Le petit regard navré de son ami à la suite de ces quelques mots n'a même pas été capté par le noiraud. La femme qui le prépare, enroule le poignet gauche du noiraud dans une étoffe délicate afin de cacher la longue cicatrice qui lui orne l'avant bras, elle serait difficile à dissimuler autrement.
— Tu crois qu'ils seront beaux ? Gentils ?
Ils sont en file indienne en attendant d'entrer dans la grande salle où a lieu la cérémonie, et Ren est si excité qu'il n'arrive pas à tenir sa langue malgré les réprimandes répétées des gardiens. Il essaye de se faire discret lorsqu'il souffle aux oreilles du noiraud ses questionnements rhétoriques, mais ça ne l'empêche pas de recevoir un bon coup d'éventail sur le crâne. Jisung est dans un autre monde. Tout lui paraît flou. Tout lui paraît lent. C'est à peine s'il ne titube pas alors qu'il se sent partir dès qu'ils sont dans l'attente. Sa tête dodeline doucement sur ses épaules mais les voilà qui sont finalement conduit auprès de Sa Majesté.

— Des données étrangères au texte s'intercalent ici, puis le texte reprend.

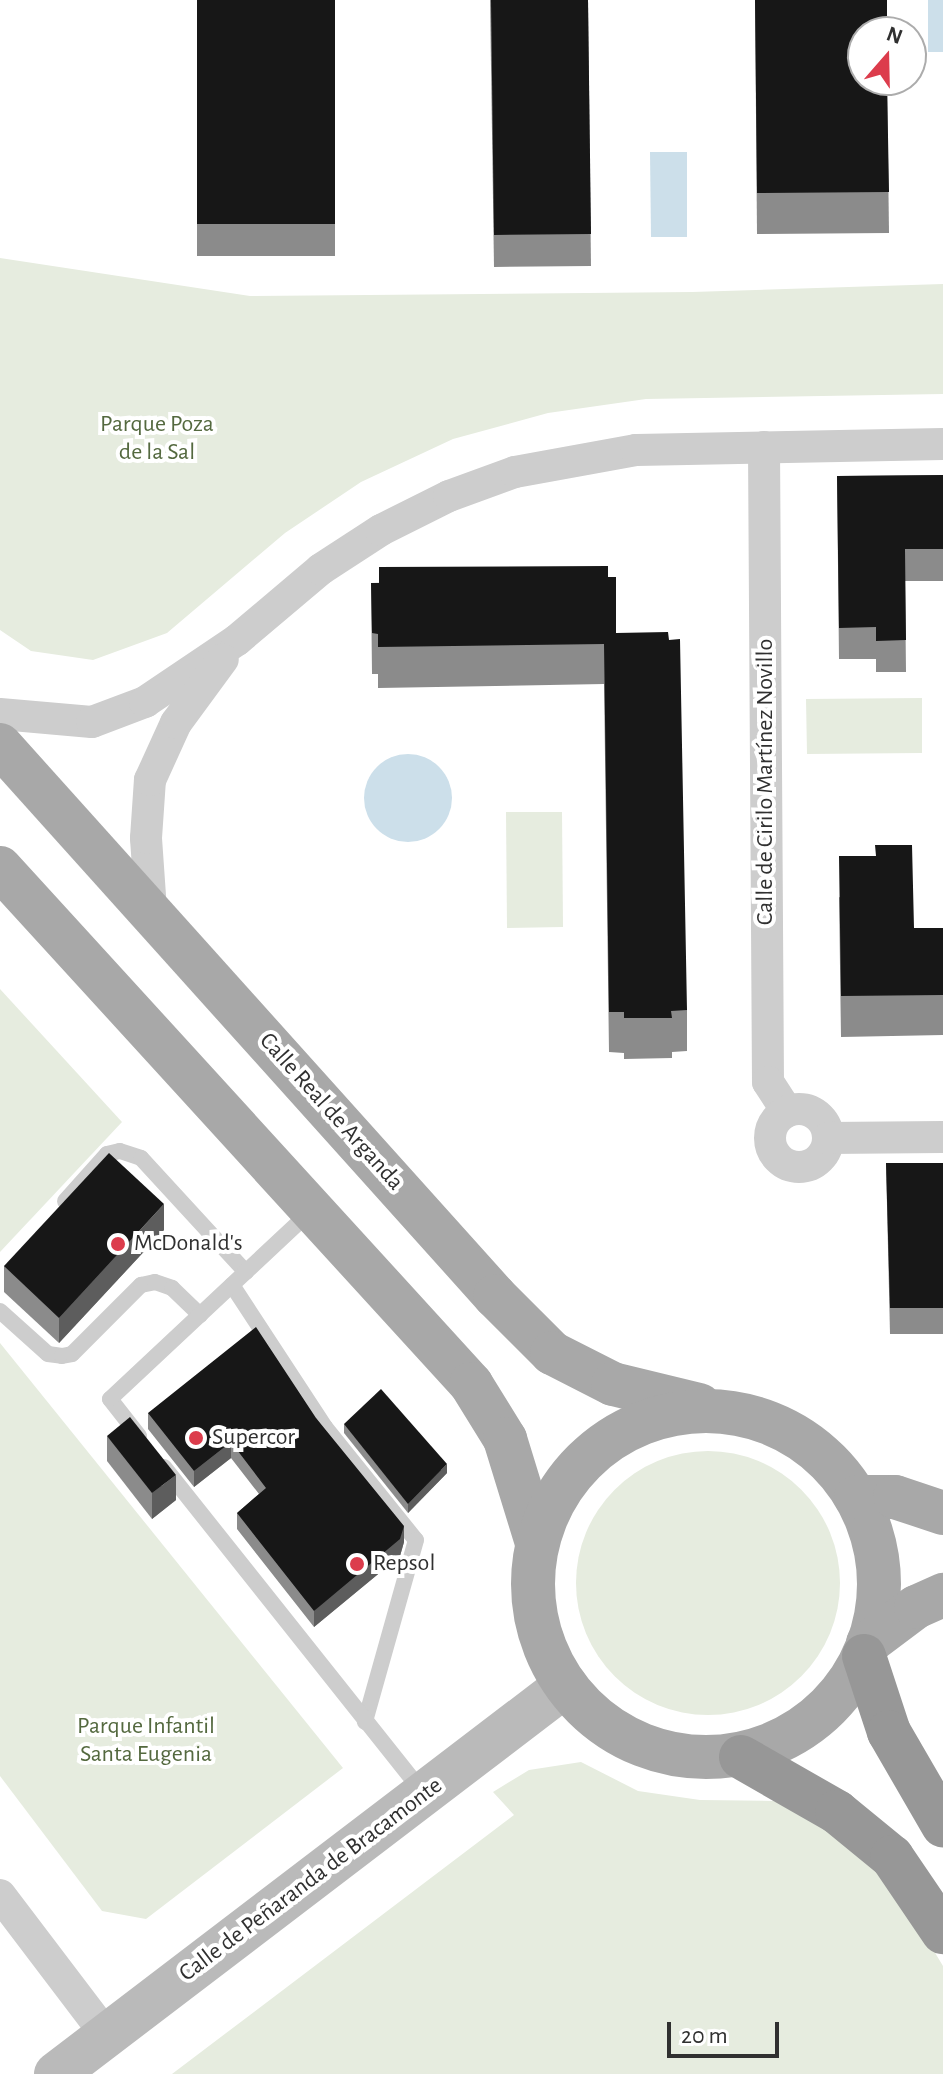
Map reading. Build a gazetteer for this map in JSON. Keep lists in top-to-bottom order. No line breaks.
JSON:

Dans l'immense salle décorée pour l'occasion, l'air sent le bois brûlé, l'encens, l'arrogance impériale et l'alpha. On les fait passer avec une lenteur étudiée, entre les colonnes dans un silence presque religieux. Chaque murmure se répercute autour d'eux, et dans l'esprit de l'oméga ce n'est qu'un brouaha sans queue ni tête. Ils traversent ainsi les allées dans lesquelles toute la cour les observe avant qu'ils ne soient installés, chacun à leur place, à genoux, dans cette posture humble qu'on leur a inculqué. La pièce est pleine de monde, et le noiraud ne devine même pas les visages. Certains se dissimulent derrière de larges éventails ouverts, de riches vestures recouvrent les femmes, et les hommes sont guindés dans des uniformes trop cintrés. Sii les visages sont flous, les regards eux sont particulièrement nets. Ils sont avides, curieux.
Ils sont là, alignés le long d'un grand mur, offerts aux regards comme des biens précieux, exposés tels des pièces rares qu'on admire avant les enchères. Ils ne sont plus que des lots silencieux, soigneusement présentés à la convoitise de tous.
Jisung n'y voit pas très clair, ses pensées engourdies par les drogues, la fatigue ou peut-être les deux. Pourtant, la curiosité parvient à percer ce voile. Lentement, il relève la tête, juste assez pour observer ceux qui les scrutent avec attention, évaluant leur valeur comme on le ferait d'un bijou ou d'un cheval de course. Les lumières dansent devant lui, les visages flottent.
Et malgré tout... il le voit.
Cet homme.
Celui qui lui a enlevé Minho.
Il est là, tout près, comme s'il n'avait jamais quitté son ombre. Le cœur de l'oméga loupe un battement, mais son corps ne suit pas. Il ne peut que baisser de nouveau ses beaux yeux vairons, incapable de réagir autrement, englué dans cette torpeur qui l'empêche de fuir, de parler, de se défendre. Comme si même la haine, la rancœur n'avaient plus d'emprise sur lui.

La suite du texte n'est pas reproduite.